Untukku, resiko peyakit yang ada tidak sepadan dengan kesenangan dan rasa kenyang sesaat yang kita rasakan setelah memakan makanan yang digoreng. Aku sih lebih rela berhenti makan makanan yang digoreng selama bisa mencegah resiko terkena penyakit berbahaya. Untukku, hidup itu lebih daripada sekedar menyenangkan diri dengan makan makanan yang digoreng. Masih banyak urusan dan kesenangan yang lain yang lebih patut diperjuangkan dan dipertahankan dalam hidup ketimbang makanan yang digoreng.

But then again, it’s a choice of life!

Belajar dari pengalaman kami sekeluarga, dan melihat orang-orang disekelilingku, aku sadar penuh bahwa berhenti makan makanan tidak sehat, termasuk makanan yang digoreng, adalah pilihan hidup. Sama dengan merokok ataupun minum alkohol.  Berhenti atau terus mengkonsumsi rokok maupun alkohol adalah pilihan hidup. Dan pilihan hidup tidak dapat dipaksakan oleh orang lain. Namun, pilihan untuk terus melakukan memiliki resiko yang harus ditanggung sendiri pula.

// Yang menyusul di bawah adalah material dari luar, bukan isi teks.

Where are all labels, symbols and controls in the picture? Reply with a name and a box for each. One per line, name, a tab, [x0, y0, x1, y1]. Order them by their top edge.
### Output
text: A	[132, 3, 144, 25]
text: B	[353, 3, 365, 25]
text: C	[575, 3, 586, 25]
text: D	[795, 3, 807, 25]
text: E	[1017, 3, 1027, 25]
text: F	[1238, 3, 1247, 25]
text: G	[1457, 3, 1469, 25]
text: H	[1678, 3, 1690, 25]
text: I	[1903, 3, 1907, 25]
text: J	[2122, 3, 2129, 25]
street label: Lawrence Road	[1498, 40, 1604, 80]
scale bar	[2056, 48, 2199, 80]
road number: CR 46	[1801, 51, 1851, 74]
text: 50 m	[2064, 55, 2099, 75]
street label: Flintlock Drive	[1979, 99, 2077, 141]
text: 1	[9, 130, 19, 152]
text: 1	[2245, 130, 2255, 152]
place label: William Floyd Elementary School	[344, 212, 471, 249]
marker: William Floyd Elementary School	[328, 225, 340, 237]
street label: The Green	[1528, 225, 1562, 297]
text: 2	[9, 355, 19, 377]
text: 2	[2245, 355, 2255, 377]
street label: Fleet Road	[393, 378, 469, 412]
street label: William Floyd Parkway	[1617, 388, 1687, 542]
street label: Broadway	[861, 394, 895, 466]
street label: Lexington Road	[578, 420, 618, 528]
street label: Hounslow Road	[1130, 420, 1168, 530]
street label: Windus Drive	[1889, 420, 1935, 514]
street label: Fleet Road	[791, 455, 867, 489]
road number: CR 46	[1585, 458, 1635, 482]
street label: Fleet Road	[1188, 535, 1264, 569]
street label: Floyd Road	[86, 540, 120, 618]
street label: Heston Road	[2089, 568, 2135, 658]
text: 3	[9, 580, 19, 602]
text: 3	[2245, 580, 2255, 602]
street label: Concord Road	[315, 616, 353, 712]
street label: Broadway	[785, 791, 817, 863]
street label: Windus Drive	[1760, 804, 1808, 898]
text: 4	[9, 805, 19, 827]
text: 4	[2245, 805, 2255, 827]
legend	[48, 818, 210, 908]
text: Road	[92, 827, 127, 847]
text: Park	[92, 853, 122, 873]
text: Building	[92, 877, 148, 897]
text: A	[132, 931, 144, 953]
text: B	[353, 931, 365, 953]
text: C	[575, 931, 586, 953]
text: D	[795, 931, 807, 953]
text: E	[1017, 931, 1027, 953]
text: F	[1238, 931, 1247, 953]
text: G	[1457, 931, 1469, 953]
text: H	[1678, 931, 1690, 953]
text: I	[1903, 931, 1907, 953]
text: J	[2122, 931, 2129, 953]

Kembali ke obrolanku dengan temanku….

Diakhir obrolan kami, temanku berkomentar, “Ah! Aku nggak bisa berhenti makan makanan goreng, apalagi gorengan, karena aku suka banget! Duh! Nanti pasti kangen banget sama gorengan. Biar deh, hidup-kan cuma sekali”.

Mendengar komentar penutupnya aku cuma tersenyum, tapi di dalam hati mengurut dada: sedih. Tapi aku tahu diri dan aku pilih diam. Aku cuma tidak habis pikir kenapa temanku ini, yang sekolahnya tinggi dan jabatan pekerjaannya juga tinggi, rela mengorbankan kesehatannya, dan nantinya kebahagiannya dan keluarganya, untuk makanan yang hanya memberi kesenangan sesaat? Kenapa dia rela membiarkan anak-anaknya ikut terperangkap dalam kebiasaan dan resiko yang sama?

Justru karena hidup itu hanya satu kali!

Apakah kita tidak mau hidup yang hanya sekali itu bisa kita jalani dan nikmati dengan sehat? Apakah kita tidak justru ingin menikmati umur panjang tanpa rasa sakit, nyeri dan tidak menderita serta tidak menyusahkan orang lain, terutama orang-orang yang kita sayangi? Apakah sepadan kesenangan sesaat itu dengan resiko yang mungkin timbul?

Memang tidak ada jaminan hidup sehat dan makan sehat akan membuat kita selalu sehat dan berumur panjang. Semuanya ditangan Tuhan. Tapi toh manusia harus berusaha? Untuk aku, kalau kita berusaha untuk sehat, kita punya 2 kemungkinan dalam hidup: sehat atau sakit (Tuhan menentukan, bukan?). Sedangkan kalau kita tidak berusaha untuk sehat, hanya ada 1 kemungkinan dalam hidup kita, yaitu sakit. Pilihannya tinggal sakit apa dan kapan. Apakah tidak lebih baik kita berusaha dan hidup dengan memiliki 2 kemungkinan? Dan kalaupun umur kita tidak sepanjang yang kita harapkan pun, dengan berusaha untuk sehat, paling tidak kita punya kesempatan untuk menjalankan umur yang tidak panjang itu dengan kesehatan yang baik, yang membuat kita bisa berfungsi dengan baik pula dan membuat kita bisa melakukan berbagai hal yang ingin dan harus kita lakukan. Isn’t it better???